Retorno, desse modo, à pergunta anterior: em tais condições, qual ou quais urbanismos desejaríamos ver nascer, ou renascer, nesse momento? Vão aqui algumas hipóteses, ou sugestões: 1) aqueles atentos às escalas locais, referentes à vida cotidiana das pessoas, mas que não percam de vista uma dimensão mais abrangente e sistêmica das cidades, como sua infraestrutura, rede de espaços públicos, e sua relação com a paisagem natural; 2) um urbanismo dos “comuns”, no qual a dicotomia entre Estado e iniciativa privada se dilua um pouco, em prol de uma participação mais ativa da sociedade civil tanto na formulação das propostas quanto na gestão dos espaços e das organizações. 

Sem que seja uma ilustração pura dessas ideias, o urbanismo da Flip traz consigo muitas dessas novas concepções, e também muitas de suas virtudes.

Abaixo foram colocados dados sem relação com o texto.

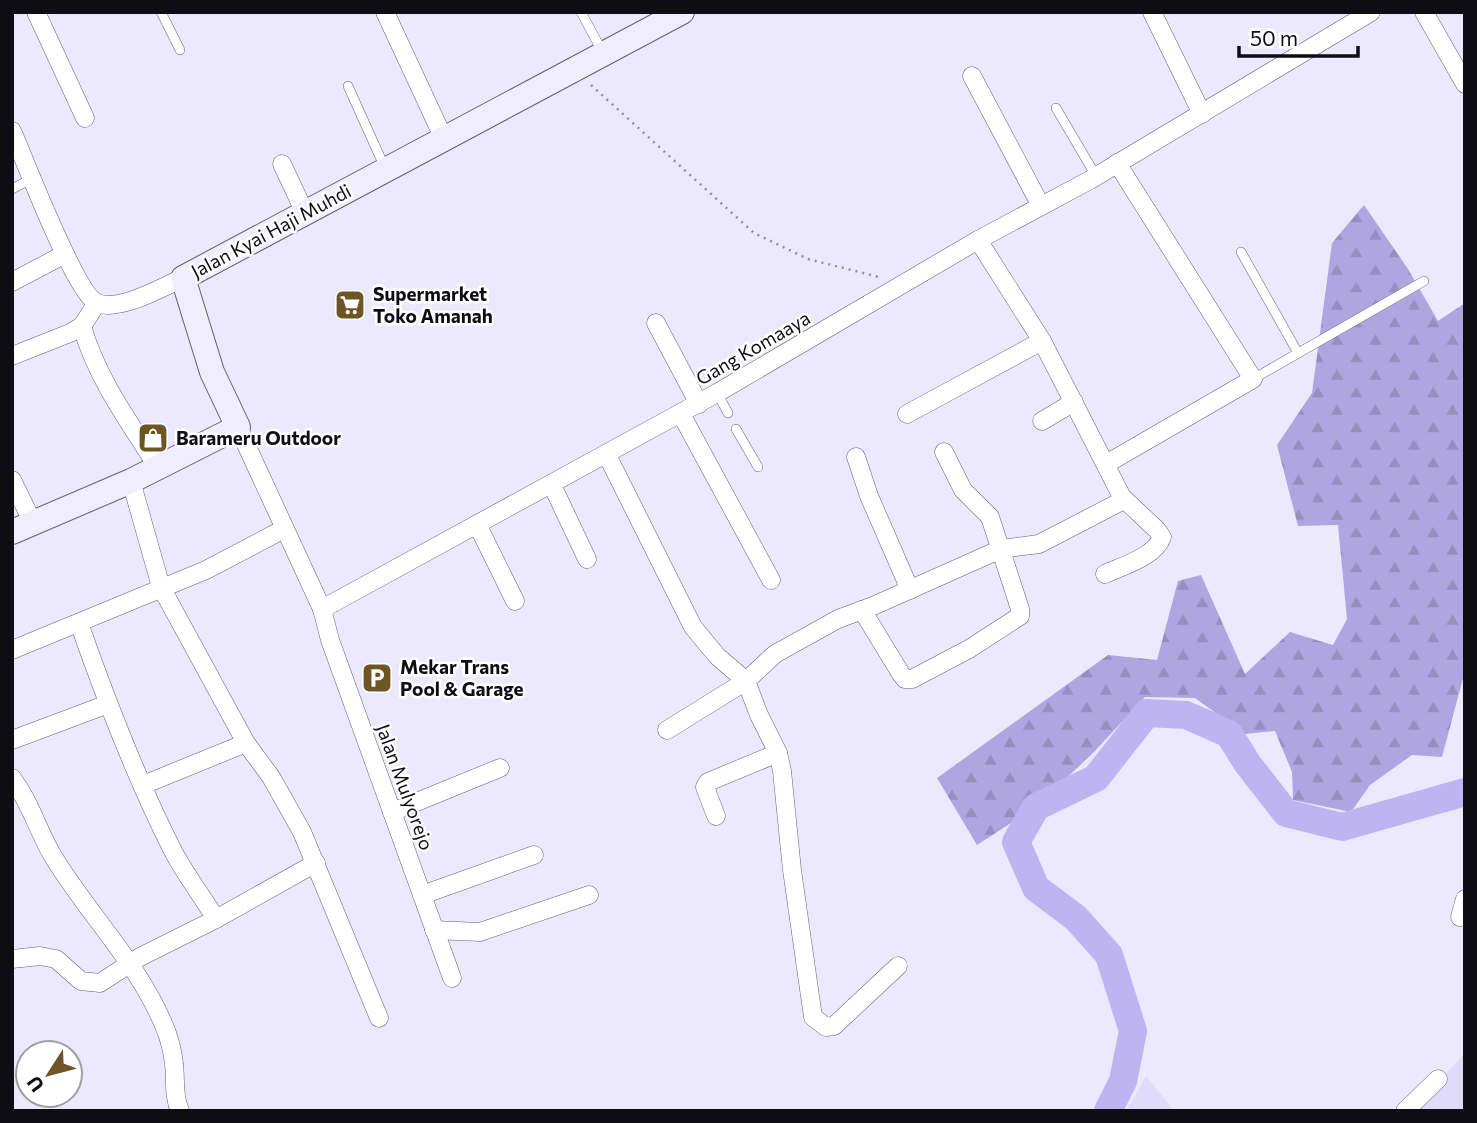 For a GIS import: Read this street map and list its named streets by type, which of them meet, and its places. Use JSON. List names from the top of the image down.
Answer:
{
  "streets": {
    "street": ["Jalan Kyai Haji Muhdi", "Gang Komaaya", "Jalan Mulyorejo"]
  },
  "crossings": [
    ["Gang Komaaya", "Jalan Mulyorejo"]
  ],
  "places": {
    "supermarket": ["Supermarket Toko Amanah"],
    "shop": ["Barameru Outdoor"],
    "parking": ["Mekar Trans Pool & Garage"]
  },
  "scale_bar": "50 m",
  "north": "bottom left"
}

Ainda que não esteja isento de críticas, como é claro, um projeto urbano de longo tempo, e com as características já antes mencionadas, é uma resposta inteligente  aos impasses que procurei brevemente mencionar. Uma resposta que constrói “urbanidade” por meio da educação e da cultura, valorizando os espaços públicos e a paisagem natural da cidade. Valores que precisamos defender energicamente.

 

Guilherme Wisnik é professor da Faculdade de Arquitetura e Urbanismo da Universidade de São Paulo, ensaísta, crítico, compositor e curador. Publicou Dentro do nevoeiro (Ubu, 2018) e Espaço em obra: cidade, arte, arquitetura (Edições Sesc SP, 2018, com Julio Mariutti), entre outros.